The UN Mission in Liberia (UNMIL) said Wednesday that a volunteer who worked in UNMIL Medical passed away in hospital after testing positive for Ebola Oct 6.
This is the second death in the mission due to Ebola, according to a statement reaching Xinhua from UN Secretary-General’s Special Representative Karin Landgren.
The statement did not disclose the name of the volunteer who passed away.
The statement said an earlier probable case resulted in the death of a national staff member Sep 25.
The statement said UNMIL colleagues were saddened by the tragic news as they continued to serve at this very difficult time.
It said UNMIL has taken all necessary measures to prevent any possible further transmission within or outside the mission.

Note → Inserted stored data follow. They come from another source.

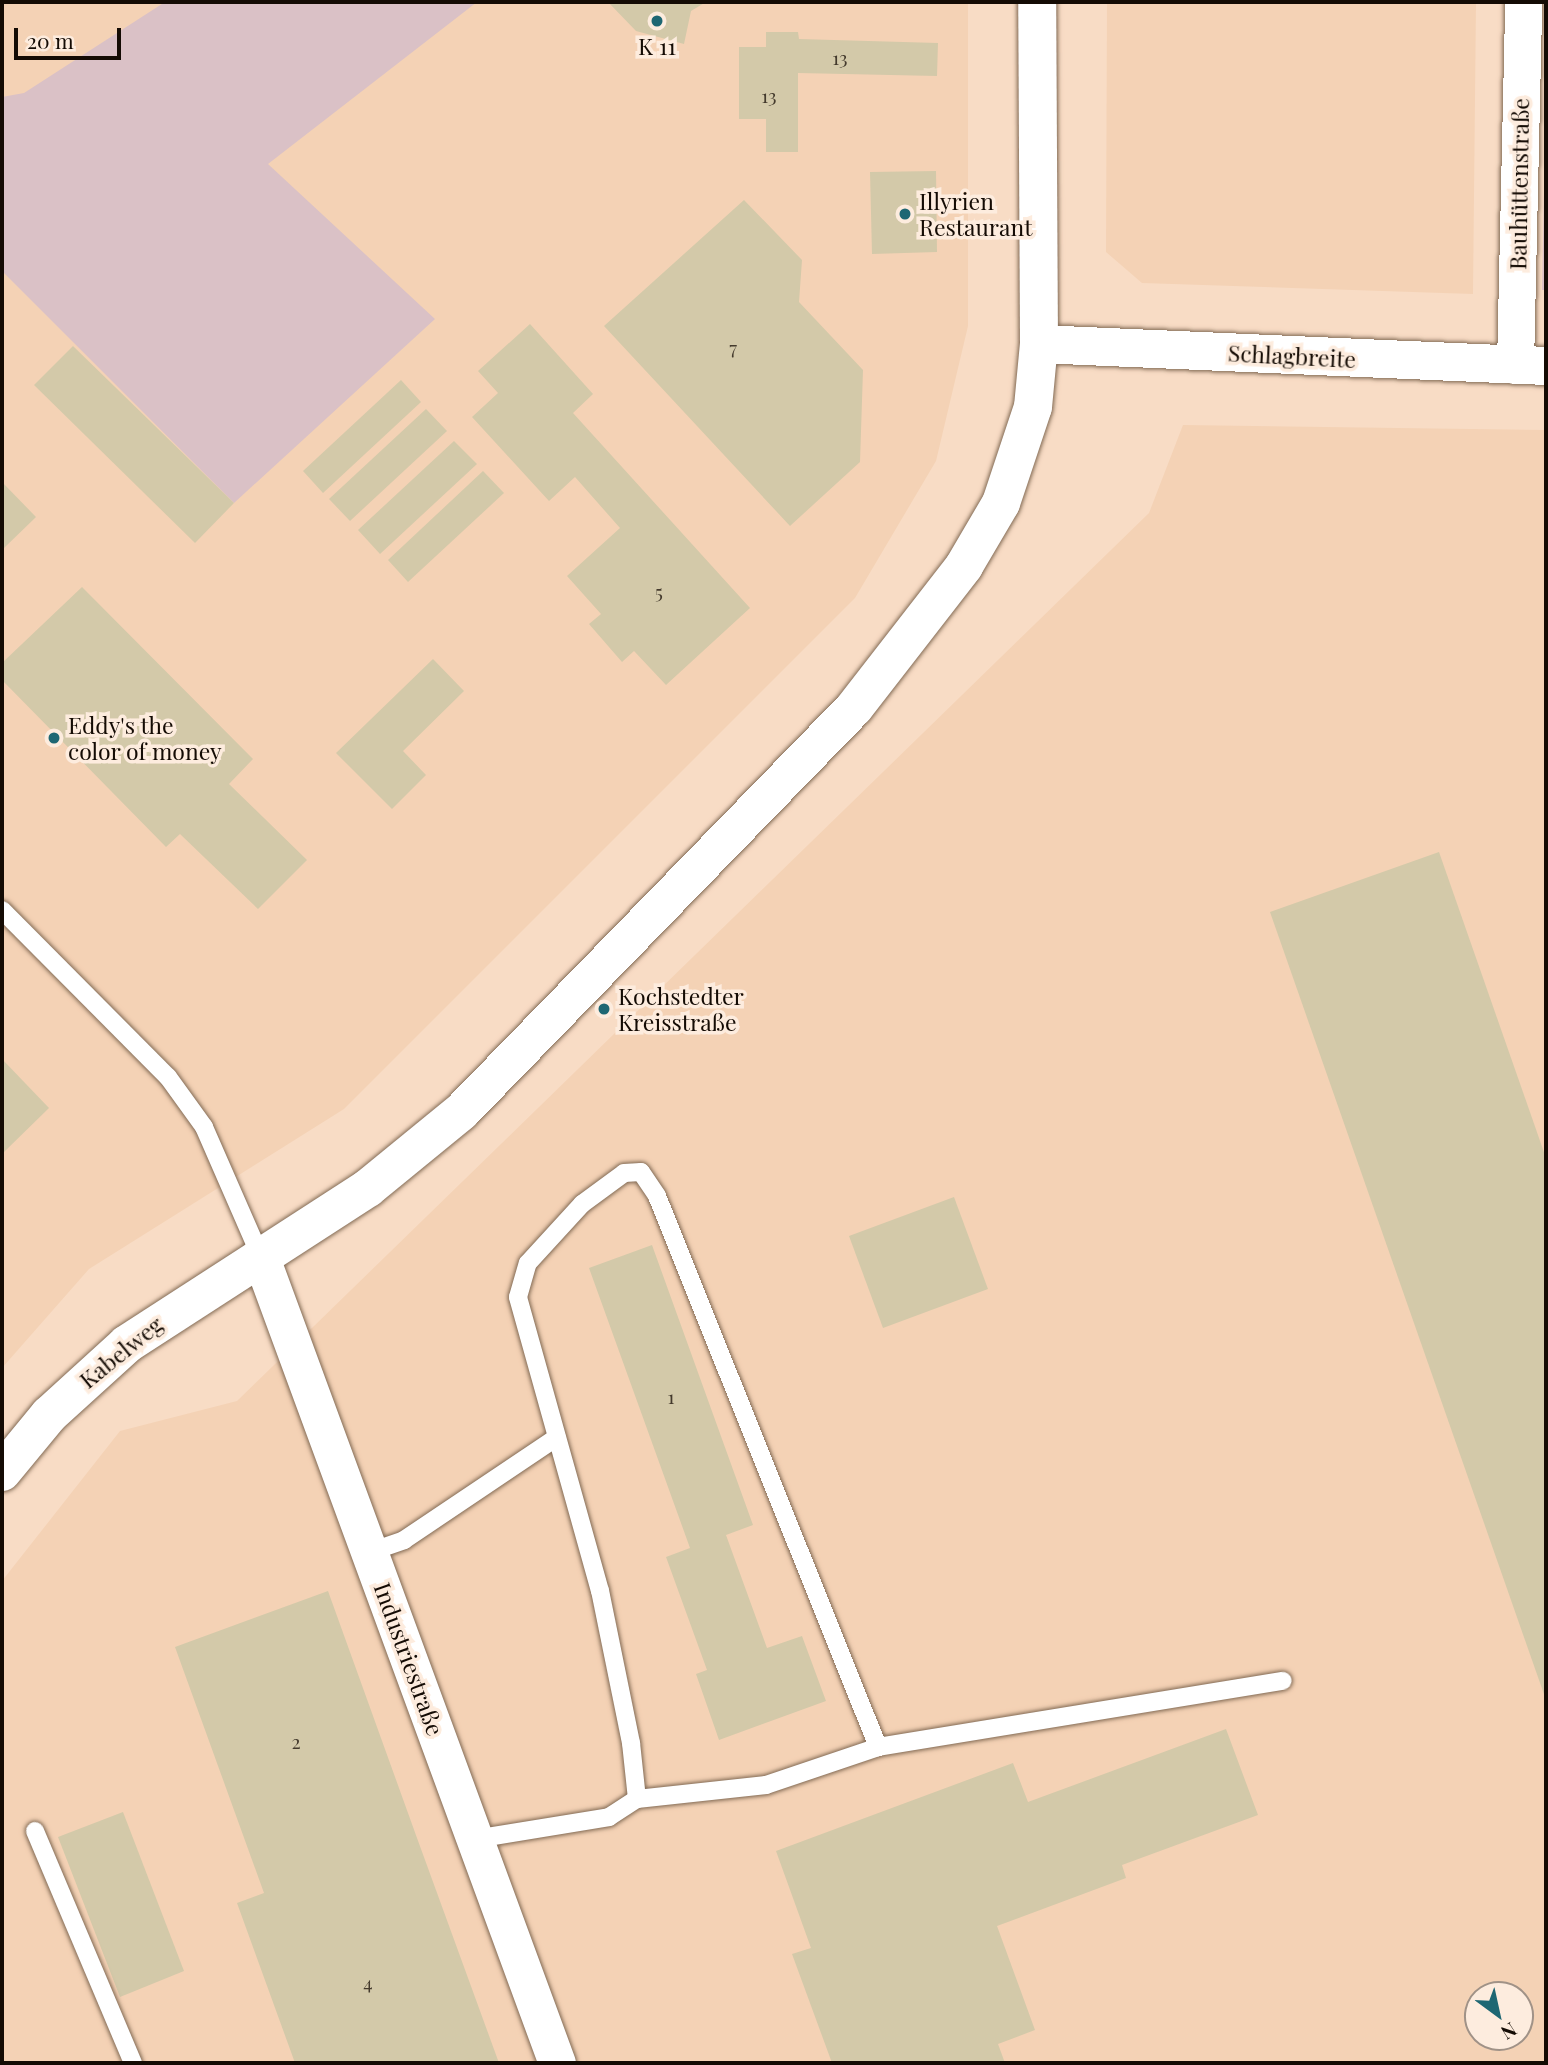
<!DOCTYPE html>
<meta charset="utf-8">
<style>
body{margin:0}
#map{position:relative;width:1548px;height:2065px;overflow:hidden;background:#f8dcc5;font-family:"Playfair Display",serif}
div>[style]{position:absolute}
.built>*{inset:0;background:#f4d2b5}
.green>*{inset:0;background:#dac1c6}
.building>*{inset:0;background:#d3c9a9}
.roads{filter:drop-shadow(0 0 2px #826a54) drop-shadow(0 0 2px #826a54)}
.service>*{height:18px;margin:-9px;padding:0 9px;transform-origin:9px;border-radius:9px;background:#fff}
.minor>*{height:37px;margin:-18.5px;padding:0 18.5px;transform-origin:18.5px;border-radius:18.5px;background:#fff}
.tertiary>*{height:38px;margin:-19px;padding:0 19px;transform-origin:19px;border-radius:19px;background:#fff}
.dots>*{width:19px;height:19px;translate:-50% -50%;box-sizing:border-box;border:4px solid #fdecde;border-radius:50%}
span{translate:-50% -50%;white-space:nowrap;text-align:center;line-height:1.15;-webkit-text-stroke:7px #fdecde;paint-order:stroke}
.number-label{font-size:19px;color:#443a2d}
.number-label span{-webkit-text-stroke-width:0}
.poi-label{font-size:23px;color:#140b04}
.left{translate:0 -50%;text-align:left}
.street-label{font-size:23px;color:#140b04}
.frame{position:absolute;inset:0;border:4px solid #140b04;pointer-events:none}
.north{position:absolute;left:1464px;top:1981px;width:70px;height:70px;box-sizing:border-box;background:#fdecde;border:2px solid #a09287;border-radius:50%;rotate:147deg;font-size:19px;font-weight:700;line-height:28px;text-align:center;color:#140b04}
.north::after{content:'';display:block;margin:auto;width:24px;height:32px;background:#1e6773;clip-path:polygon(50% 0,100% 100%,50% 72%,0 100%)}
.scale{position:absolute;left:14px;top:28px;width:107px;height:32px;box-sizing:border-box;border:4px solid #140b04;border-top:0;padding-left:9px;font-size:21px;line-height:24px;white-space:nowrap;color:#140b04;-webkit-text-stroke:5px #fdecde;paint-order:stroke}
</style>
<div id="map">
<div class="built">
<div style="clip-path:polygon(2px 2px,968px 2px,968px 326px,936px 461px,855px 598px,344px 1109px,89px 1269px,2px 1368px)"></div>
<div style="clip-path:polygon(1107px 2px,1476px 2px,1473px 294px,1142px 283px,1106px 252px)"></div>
<div style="clip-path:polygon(evenodd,1183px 425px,1546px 430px,1546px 2063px,2px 2063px,2px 1581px,120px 1431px,237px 1401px,1149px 513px,1183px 425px,1478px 1995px,1520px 1995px,1520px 2037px,1478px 2037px,1478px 1995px)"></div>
</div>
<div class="green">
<div style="clip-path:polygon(165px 2px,477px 2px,268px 164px,435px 319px,234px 503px,2px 271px,2px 97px,24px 93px)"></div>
<div style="clip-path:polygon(1546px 94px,1546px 290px,1542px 290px)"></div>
</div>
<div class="building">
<div style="clip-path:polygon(608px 2px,706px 2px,691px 11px,684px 44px,636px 31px)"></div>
<div style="clip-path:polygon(766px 32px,798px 32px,799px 39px,938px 43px,937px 76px,798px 73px,798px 152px,766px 152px,766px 119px,739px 119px,739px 47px,766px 47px)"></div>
<div style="clip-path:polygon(936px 171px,937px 252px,872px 254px,870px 172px)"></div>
<div style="clip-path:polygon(744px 200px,802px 260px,799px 302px,863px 370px,860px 462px,790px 526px,604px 326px)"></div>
<div style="clip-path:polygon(530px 324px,593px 394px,573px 413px,750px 608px,666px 685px,634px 651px,622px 662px,589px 624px,601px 614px,567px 576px,620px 528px,575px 477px,549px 501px,472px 417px,498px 393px,478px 371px)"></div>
<div style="clip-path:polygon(73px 346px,234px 503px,195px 543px,34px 385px)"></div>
<div style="clip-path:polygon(401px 380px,421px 402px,323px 493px,303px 471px)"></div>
<div style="clip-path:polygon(426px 409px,447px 431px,350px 521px,329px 499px)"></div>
<div style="clip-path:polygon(454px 441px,477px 464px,380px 554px,358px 530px)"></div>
<div style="clip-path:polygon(483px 471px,504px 493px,408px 582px,388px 560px)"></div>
<div style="clip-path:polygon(2px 482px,36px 517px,2px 550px)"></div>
<div style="clip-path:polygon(82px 587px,253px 759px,229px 784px,307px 860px,258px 909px,180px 834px,166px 847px,2px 680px,2px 663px)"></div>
<div style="clip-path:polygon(433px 659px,464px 691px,403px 751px,426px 775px,392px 809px,336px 753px)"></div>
<div style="clip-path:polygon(1439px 852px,1546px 1158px,1546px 1700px,1270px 912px)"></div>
<div style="clip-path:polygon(2px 1059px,49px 1108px,2px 1154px)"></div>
<div style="clip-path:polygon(954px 1197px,988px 1289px,883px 1328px,849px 1236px)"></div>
<div style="clip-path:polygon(652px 1245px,753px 1525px,726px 1535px,767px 1648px,802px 1636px,826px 1701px,719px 1740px,696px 1674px,707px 1670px,666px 1557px,690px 1548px,589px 1268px)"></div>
<div style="clip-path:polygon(328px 1591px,417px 1838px,499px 2063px,295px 2063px,237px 1903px,264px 1893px,175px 1647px)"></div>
<div style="clip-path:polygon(1226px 1729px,1258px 1815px,1122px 1865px,1126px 1878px,997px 1926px,1035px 2030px,998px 2044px,1005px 2063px,832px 2063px,792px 1954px,811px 1948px,776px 1851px,1013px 1763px,1028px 1802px)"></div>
<div style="clip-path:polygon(123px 1812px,184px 1971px,120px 1997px,58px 1837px)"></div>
</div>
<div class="roads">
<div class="service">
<div style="left:2px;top:910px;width:235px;rotate:45.2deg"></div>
<div style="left:168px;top:1077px;width:62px;rotate:54.2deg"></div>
<div style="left:204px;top:1127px;width:140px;rotate:66.4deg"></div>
<div style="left:370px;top:1552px;width:36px;rotate:-19deg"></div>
<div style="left:404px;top:1540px;width:184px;rotate:-33.9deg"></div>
<div style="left:637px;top:1799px;width:130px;rotate:-6.2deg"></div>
<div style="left:766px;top:1785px;width:118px;rotate:-18.7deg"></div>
<div style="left:35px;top:1831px;width:252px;rotate:67.1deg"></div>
<div style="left:475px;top:1839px;width:136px;rotate:-9.3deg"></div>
<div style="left:609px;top:1817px;width:33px;rotate:-33deg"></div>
<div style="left:637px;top:1799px;width:56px;rotate:-96.1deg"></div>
<div style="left:631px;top:1743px;width:155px;rotate:-101.5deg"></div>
<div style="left:600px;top:1591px;width:305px;rotate:-105.6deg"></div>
<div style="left:518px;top:1297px;width:35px;rotate:-74deg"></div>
<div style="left:528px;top:1263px;width:80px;rotate:-47.5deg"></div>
<div style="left:582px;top:1204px;width:52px;rotate:-36.4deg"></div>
<div style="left:624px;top:1173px;width:17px;rotate:-3deg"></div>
<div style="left:641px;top:1172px;width:29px;rotate:56deg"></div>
<div style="left:657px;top:1196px;width:594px;rotate:68.14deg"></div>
<div style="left:878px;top:1747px;width:410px;rotate:-9.3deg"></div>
</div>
<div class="minor">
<div style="left:1515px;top:365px;width:363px;rotate:-88.7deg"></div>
<div style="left:260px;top:1255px;width:861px;rotate:69.82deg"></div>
</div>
<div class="tertiary">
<div style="left:1039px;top:344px;width:507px;rotate:2.48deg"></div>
<div style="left:2px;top:1472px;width:74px;rotate:-50.5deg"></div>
<div style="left:49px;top:1415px;width:105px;rotate:-42.3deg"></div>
<div style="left:127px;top:1344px;width:287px;rotate:-32.9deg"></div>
<div style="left:368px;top:1188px;width:120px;rotate:-39.3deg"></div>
<div style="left:461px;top:1112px;width:564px;rotate:-45.79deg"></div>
<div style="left:854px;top:708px;width:180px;rotate:-52.2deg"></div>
<div style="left:964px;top:566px;width:73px;rotate:-59.6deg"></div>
<div style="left:1001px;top:503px;width:101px;rotate:-71.6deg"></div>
<div style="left:1033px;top:407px;width:63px;rotate:-84.6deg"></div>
<div style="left:1039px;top:344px;width:342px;rotate:-90.3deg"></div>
</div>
</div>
<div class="dots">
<div style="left:657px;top:21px;background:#1e6773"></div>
<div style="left:905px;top:214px;background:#1e6773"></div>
<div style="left:54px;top:738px;background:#1e6773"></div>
<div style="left:604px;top:1009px;background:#1e6773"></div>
</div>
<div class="number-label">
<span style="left:840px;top:58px">13</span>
<span style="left:769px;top:96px">13</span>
<span style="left:733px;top:348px">7</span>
<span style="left:659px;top:592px">5</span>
<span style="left:671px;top:1397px">1</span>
<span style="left:296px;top:1742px">2</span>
<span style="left:368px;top:1983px">4</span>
</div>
<div class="poi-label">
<span style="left:657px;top:46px">K 11</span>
<span class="left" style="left:919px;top:214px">Illyrien<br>Restaurant</span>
<span class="left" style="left:68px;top:738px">Eddy's the<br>color of money</span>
<span class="left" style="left:618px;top:1009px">Kochstedter<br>Kreisstraße</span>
</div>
<div class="street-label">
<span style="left:1519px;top:184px;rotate:-89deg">Bauhüttenstraße</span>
<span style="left:1292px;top:356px;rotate:3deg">Schlagbreite</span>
<span style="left:121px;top:1352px;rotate:-39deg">Kabelweg</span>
<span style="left:409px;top:1659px;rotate:70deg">Industriestraße</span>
</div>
<div class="frame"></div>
<div class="north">N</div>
<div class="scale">20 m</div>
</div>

The UNMIL Medical team conducted immediate and robust contact tracing to ensure all people who came into contact with both staff members while they were symptomatic were assessed and quarantined.
The statement said all UNMIL staff considered at risk have been isolated, and ambulances and other locations decontaminated.
The mission is extending the review of its actions initiated in the wake of the first probable case of Ebola.
With Liberia facing its gravest threat since the civil war ended in 2003, UNMIL’s commitment to the country was steadfast, the statement added.
Liberia’s Minister of Transport, Angela Cassell-Bush, has voluntarily submitted herself for quarantine after her driver, Nimene Sumo, died of the Ebola virus.
Deputy Information Minister for Public Affairs, Isaac Jackson, disclosed this to reporters in Monrovia, the nation’s capital city during a regular press conference Tuesday.
Jackson described the report that Minister Cassell-Bush has been infected with the Ebola virus as “false and misleading”, Xinhua reported.
A transport ministry press statement issued Tuesday also clarified that the late Sumo, a driver directly assigned to the minister, made no contact with her since his last day at work Oct 3.
Jackson said Cassell-Bush decided to voluntarily isolate herself for a period of 21 days as a matter of precaution.
Similarly, the ministry of transport has requested the ministry of health to decontaminate the entire building of the ministry of transport with immediate effect.
The ministry has also called on officials and employees who may have interacted with the late Sumo to remain home for 21 days to observe their health condition.
Meanwhile, Information Minister Lewis G. Brown told reporters that the Chief Medical Officer, Bernice Dahn, who was quarantined for 21 days following the death of her administrative assistant from the Ebola virus, has been released.